Aim of the task |
Check each line of the entries below for the string "relative" and state how many lines have it, with no other text.

[Input — start]

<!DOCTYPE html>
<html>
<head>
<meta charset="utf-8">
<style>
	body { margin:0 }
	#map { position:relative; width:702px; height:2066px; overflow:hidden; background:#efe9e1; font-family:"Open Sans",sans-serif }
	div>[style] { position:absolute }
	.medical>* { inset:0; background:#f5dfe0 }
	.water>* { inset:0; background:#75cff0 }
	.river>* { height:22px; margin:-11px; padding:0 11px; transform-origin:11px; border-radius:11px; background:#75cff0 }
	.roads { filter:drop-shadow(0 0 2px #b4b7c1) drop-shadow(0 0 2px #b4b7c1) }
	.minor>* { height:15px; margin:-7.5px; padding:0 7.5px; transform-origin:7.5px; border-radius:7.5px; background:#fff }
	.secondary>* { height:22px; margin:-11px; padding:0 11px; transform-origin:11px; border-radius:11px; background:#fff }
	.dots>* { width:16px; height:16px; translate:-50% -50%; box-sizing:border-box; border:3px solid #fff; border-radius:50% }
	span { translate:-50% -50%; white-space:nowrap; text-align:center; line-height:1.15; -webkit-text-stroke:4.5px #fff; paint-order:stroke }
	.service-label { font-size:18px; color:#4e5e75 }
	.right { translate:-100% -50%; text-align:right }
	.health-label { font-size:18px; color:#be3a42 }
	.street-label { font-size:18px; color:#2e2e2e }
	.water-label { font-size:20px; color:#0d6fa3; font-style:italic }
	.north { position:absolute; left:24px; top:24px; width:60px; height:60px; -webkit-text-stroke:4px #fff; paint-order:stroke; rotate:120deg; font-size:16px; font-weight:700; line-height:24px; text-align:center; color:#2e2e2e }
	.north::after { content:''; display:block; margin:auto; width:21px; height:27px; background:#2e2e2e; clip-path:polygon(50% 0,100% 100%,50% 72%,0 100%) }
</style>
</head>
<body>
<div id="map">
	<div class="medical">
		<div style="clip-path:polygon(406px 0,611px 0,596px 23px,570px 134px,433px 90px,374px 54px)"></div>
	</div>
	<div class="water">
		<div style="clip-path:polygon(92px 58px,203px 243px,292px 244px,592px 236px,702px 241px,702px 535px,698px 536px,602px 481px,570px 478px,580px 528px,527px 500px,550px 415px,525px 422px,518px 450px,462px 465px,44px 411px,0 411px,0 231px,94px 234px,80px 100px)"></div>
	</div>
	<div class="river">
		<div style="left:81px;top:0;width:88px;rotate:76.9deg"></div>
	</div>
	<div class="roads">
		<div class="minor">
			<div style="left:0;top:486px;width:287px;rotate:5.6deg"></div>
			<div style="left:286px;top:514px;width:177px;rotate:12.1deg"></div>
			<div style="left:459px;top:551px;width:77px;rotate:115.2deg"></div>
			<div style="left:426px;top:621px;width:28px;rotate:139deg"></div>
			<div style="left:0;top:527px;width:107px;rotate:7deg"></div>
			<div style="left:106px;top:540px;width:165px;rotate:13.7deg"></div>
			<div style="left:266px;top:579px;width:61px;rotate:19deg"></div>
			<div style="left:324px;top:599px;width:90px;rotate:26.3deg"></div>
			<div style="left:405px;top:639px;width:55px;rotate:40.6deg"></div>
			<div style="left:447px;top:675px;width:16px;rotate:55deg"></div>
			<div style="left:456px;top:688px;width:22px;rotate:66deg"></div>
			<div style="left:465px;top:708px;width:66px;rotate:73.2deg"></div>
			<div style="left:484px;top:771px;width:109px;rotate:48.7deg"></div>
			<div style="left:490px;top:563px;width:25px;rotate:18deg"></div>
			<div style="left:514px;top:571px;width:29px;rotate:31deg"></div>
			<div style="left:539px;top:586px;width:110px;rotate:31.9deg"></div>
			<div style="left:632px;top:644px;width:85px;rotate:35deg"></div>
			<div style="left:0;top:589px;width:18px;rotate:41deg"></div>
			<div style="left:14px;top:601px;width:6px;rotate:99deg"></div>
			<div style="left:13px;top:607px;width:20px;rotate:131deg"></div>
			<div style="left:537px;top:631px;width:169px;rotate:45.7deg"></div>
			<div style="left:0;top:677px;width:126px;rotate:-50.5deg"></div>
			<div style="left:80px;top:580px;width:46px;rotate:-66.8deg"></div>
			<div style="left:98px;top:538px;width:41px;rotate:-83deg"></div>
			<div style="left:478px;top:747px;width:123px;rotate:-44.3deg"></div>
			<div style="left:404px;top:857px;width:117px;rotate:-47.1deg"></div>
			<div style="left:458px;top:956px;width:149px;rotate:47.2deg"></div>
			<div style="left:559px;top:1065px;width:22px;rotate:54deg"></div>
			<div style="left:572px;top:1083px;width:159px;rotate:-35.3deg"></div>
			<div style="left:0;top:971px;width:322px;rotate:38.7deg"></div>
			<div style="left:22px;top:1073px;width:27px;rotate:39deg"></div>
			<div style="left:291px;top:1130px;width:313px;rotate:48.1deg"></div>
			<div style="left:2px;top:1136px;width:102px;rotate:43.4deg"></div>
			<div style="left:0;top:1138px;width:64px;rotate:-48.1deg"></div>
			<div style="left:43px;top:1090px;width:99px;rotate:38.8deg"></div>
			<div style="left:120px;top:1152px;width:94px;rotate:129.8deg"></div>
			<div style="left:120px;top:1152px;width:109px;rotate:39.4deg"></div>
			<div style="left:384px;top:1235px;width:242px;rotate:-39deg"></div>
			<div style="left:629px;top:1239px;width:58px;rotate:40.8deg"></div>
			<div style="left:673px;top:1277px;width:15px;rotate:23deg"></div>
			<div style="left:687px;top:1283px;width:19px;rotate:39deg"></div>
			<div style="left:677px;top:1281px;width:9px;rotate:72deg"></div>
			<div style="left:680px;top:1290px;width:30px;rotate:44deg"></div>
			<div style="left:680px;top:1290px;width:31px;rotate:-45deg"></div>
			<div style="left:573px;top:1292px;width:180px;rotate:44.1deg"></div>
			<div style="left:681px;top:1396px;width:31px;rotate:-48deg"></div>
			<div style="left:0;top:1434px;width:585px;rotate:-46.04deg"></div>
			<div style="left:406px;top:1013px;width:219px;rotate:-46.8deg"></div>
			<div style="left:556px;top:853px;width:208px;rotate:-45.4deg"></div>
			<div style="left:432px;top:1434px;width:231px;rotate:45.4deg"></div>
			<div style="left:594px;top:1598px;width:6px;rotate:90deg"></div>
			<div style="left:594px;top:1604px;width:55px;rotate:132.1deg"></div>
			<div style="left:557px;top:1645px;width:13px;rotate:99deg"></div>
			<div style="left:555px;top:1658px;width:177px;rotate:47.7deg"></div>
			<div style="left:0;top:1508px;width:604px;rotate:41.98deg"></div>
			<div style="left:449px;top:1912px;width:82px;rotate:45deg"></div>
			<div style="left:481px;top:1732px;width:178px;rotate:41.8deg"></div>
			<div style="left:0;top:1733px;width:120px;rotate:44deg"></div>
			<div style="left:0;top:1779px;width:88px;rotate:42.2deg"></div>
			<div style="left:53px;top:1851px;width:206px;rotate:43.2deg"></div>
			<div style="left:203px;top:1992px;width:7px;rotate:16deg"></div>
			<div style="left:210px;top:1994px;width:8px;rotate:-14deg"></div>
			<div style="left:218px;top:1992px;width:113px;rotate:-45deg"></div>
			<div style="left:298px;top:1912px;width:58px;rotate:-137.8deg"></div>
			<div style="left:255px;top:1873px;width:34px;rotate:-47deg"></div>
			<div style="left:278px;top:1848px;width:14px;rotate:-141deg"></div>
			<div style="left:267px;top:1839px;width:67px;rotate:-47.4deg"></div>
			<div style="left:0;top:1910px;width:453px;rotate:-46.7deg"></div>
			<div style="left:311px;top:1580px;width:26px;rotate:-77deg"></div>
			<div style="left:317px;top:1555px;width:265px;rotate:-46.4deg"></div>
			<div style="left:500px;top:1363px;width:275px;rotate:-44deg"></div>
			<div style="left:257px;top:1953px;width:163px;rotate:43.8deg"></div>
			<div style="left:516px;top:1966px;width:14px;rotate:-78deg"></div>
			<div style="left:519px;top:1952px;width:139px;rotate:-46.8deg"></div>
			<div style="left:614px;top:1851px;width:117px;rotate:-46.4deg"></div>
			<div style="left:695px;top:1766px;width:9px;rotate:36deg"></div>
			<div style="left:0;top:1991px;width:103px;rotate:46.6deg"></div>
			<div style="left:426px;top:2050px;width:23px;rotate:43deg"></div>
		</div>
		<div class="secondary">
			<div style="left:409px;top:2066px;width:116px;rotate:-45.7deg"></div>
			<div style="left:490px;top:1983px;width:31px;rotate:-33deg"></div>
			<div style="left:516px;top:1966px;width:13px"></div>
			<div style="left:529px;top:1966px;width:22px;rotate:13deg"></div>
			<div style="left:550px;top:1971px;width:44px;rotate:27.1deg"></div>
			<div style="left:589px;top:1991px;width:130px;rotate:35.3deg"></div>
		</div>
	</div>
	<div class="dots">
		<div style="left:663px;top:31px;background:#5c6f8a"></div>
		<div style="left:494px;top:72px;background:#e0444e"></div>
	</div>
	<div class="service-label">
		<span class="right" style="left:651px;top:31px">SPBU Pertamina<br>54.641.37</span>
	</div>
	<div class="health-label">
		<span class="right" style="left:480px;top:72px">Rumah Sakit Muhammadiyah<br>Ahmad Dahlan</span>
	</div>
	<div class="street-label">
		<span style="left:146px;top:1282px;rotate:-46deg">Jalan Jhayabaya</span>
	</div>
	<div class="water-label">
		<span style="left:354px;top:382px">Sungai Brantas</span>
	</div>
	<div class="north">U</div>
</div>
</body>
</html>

[Input — finish]
[Input — start]

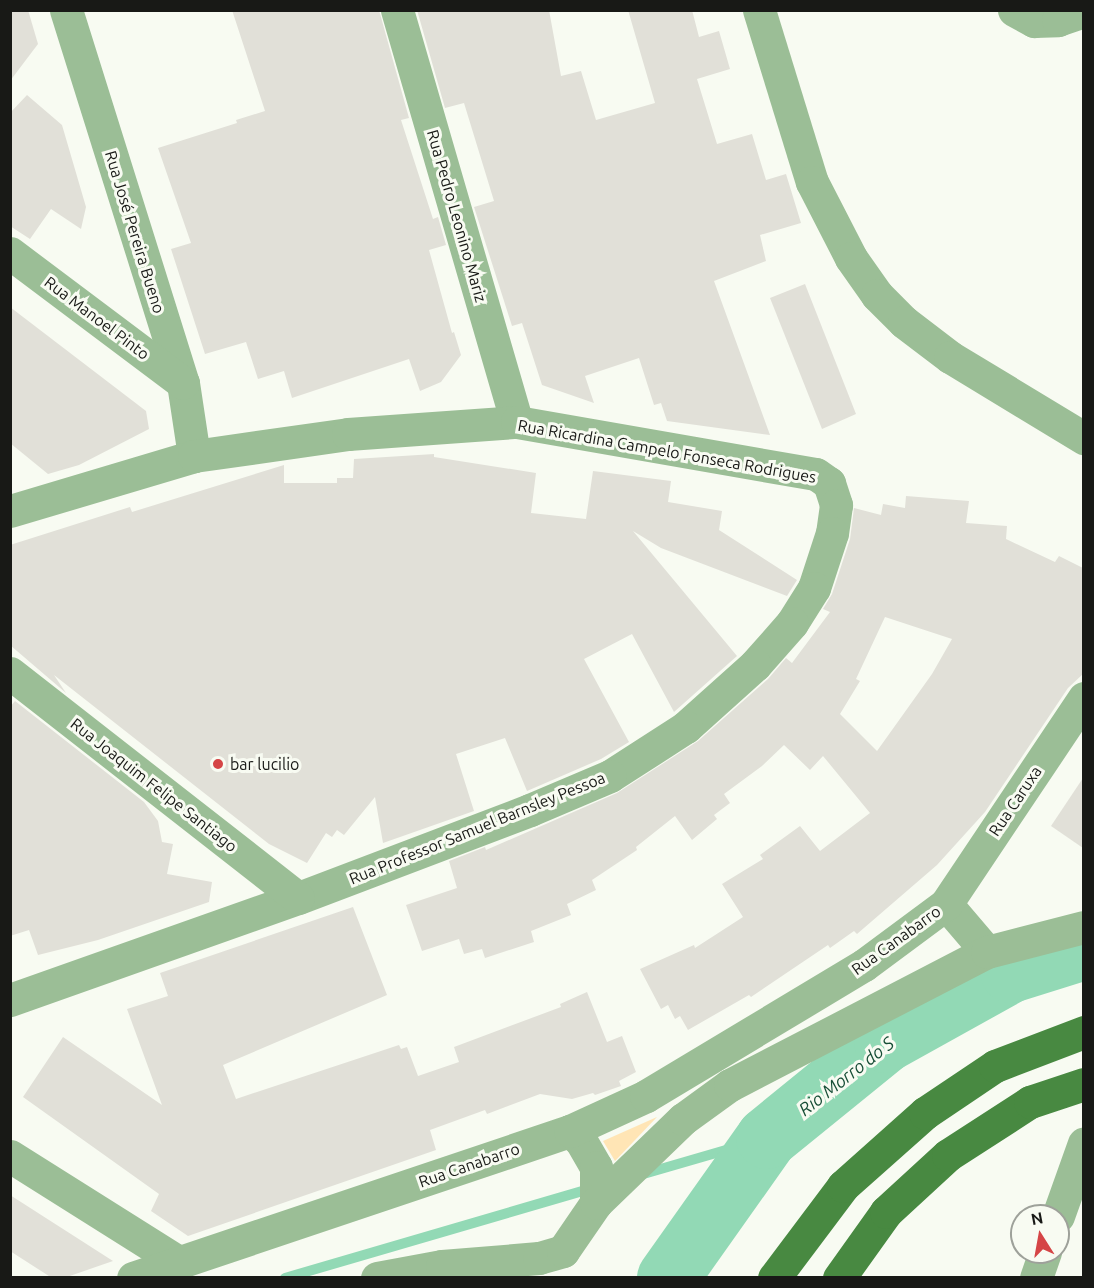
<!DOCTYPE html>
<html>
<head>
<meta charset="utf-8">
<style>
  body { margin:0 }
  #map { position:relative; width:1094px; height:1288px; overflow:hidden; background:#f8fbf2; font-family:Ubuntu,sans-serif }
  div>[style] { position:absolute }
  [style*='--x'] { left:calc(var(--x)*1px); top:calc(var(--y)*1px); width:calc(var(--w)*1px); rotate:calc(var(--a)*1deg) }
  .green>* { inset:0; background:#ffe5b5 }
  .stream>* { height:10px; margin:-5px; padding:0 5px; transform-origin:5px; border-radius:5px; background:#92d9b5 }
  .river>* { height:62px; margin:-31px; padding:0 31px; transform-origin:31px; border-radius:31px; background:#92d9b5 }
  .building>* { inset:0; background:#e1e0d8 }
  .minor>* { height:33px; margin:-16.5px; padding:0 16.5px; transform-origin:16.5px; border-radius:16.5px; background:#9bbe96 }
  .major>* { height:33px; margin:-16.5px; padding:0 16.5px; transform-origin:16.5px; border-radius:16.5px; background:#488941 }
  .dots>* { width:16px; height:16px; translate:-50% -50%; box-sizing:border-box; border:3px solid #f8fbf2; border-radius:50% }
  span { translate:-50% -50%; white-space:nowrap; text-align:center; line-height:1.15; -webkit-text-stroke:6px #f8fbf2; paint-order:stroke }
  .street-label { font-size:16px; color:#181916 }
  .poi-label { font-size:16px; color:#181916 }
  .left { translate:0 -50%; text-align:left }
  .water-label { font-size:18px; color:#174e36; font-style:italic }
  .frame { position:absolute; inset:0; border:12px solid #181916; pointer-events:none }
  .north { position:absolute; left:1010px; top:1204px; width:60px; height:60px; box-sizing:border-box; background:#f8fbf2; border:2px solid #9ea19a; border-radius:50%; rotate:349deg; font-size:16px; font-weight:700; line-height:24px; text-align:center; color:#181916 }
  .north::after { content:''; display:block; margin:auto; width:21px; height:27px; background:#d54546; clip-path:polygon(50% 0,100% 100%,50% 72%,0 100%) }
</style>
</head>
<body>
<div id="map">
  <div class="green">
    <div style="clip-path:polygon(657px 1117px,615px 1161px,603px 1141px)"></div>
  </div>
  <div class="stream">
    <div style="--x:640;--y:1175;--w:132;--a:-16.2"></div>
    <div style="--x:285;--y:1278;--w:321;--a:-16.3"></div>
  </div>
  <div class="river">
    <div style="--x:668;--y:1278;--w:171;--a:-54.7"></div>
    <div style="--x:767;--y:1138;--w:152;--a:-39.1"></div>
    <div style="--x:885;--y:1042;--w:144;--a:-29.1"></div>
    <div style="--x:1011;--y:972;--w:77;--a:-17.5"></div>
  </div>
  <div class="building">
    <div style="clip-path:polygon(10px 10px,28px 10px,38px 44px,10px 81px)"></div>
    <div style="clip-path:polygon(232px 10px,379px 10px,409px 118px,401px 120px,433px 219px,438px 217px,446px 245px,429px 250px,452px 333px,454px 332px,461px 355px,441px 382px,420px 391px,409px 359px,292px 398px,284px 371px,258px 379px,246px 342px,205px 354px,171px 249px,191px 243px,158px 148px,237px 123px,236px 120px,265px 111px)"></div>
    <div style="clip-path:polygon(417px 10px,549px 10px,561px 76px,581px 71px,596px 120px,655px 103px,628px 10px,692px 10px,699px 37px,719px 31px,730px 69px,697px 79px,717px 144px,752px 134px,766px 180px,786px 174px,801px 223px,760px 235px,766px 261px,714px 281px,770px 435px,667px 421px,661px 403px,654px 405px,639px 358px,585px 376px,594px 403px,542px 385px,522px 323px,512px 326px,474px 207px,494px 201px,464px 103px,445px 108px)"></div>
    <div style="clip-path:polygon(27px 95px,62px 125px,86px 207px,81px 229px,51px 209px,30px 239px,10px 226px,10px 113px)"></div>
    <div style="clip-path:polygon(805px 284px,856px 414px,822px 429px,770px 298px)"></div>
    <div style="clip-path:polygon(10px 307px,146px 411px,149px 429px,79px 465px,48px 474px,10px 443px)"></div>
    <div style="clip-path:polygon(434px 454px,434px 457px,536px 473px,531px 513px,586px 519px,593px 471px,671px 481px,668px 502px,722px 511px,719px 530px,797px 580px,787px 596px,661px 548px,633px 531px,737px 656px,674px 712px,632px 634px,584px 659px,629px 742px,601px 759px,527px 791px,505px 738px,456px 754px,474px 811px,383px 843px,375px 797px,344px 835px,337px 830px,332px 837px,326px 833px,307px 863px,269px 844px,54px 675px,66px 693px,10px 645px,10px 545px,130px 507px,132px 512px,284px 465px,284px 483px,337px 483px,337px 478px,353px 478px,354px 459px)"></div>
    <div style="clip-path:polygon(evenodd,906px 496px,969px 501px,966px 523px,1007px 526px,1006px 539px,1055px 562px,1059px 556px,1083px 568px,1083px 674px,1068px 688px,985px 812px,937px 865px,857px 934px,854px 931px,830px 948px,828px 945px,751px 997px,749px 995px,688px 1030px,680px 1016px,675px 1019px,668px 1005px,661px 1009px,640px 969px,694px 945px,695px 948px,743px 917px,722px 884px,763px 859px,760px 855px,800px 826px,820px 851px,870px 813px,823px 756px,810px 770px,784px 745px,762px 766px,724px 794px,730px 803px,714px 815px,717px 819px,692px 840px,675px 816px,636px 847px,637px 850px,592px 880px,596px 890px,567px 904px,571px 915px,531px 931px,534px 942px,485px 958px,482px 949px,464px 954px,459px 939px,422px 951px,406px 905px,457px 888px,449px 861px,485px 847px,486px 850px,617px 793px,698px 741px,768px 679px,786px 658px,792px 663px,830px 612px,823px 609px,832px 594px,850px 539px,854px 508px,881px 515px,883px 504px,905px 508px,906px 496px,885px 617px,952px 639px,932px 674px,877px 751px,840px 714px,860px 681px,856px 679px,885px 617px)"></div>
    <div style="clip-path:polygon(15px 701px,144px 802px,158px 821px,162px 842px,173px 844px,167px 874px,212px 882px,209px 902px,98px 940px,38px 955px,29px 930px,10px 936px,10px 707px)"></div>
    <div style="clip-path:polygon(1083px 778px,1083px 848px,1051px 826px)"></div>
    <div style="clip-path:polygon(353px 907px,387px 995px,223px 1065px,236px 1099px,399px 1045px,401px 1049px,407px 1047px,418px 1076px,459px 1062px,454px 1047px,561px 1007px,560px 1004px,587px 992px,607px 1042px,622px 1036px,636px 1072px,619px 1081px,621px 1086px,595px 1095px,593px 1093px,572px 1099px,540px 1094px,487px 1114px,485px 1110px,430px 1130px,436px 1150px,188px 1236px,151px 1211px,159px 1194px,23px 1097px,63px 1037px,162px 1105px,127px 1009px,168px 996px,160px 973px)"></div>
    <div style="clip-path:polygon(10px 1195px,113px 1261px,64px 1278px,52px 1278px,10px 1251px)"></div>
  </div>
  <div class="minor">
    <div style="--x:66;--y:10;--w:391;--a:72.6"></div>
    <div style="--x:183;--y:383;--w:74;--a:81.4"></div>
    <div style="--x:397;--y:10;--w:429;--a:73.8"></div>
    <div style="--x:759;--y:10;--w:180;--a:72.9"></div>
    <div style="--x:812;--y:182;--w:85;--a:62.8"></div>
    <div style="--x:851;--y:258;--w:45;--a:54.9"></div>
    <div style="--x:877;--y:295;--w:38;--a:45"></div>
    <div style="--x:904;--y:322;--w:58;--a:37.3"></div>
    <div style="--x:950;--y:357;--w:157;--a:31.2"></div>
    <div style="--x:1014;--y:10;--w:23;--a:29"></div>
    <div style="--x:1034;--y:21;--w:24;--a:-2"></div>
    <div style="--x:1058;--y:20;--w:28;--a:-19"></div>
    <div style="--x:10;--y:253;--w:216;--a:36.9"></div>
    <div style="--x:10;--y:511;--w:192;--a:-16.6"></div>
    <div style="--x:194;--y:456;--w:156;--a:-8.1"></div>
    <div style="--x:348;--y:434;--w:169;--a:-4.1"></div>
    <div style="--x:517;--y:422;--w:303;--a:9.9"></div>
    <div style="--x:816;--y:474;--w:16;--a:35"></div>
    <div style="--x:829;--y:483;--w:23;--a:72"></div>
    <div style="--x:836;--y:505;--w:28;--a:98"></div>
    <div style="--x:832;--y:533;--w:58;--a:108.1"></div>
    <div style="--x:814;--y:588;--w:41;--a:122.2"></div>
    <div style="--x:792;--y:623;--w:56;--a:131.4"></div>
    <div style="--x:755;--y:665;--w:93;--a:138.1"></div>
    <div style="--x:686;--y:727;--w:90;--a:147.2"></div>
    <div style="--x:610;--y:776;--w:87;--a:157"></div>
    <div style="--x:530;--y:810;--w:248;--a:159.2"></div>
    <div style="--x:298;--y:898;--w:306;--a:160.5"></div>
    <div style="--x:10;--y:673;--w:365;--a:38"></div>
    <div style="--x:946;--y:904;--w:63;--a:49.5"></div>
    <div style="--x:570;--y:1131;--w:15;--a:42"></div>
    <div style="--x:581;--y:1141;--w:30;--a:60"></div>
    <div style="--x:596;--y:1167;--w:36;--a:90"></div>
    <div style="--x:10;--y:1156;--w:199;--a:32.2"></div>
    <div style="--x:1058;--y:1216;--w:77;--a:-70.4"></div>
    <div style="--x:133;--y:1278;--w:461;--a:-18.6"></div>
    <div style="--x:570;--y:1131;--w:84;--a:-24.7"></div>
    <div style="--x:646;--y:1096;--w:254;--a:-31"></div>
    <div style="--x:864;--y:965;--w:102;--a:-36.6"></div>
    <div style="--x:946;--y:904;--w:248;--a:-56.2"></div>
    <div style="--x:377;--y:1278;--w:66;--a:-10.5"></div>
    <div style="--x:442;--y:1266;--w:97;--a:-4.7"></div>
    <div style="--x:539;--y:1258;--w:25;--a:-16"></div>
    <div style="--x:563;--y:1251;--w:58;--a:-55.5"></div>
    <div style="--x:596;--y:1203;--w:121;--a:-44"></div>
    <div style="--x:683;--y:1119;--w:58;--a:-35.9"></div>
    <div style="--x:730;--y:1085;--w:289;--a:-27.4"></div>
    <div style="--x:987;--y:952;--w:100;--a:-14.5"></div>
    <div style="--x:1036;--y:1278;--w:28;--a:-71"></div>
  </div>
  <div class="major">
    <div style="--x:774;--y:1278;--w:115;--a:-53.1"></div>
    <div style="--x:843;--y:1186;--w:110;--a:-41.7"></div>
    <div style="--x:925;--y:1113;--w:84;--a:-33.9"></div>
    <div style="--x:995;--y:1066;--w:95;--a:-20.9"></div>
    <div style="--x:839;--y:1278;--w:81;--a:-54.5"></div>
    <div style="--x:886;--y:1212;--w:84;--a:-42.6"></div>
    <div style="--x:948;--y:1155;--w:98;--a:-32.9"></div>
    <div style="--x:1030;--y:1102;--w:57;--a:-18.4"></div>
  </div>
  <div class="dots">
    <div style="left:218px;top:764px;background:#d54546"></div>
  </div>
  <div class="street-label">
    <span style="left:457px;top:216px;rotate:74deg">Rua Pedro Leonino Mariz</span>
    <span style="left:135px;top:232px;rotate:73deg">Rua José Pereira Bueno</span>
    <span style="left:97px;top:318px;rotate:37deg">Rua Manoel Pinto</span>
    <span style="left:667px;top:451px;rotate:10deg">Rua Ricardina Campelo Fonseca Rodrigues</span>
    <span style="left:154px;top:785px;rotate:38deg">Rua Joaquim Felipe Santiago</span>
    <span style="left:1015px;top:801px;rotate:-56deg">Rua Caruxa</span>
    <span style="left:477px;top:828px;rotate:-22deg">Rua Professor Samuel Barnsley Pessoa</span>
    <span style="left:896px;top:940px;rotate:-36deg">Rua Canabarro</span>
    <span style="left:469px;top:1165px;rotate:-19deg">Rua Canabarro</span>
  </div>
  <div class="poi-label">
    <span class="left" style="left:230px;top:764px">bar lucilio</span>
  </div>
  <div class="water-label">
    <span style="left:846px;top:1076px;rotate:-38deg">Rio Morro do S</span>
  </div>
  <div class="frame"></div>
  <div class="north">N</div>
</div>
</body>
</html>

[Input — finish]

Reply to the exercise |
2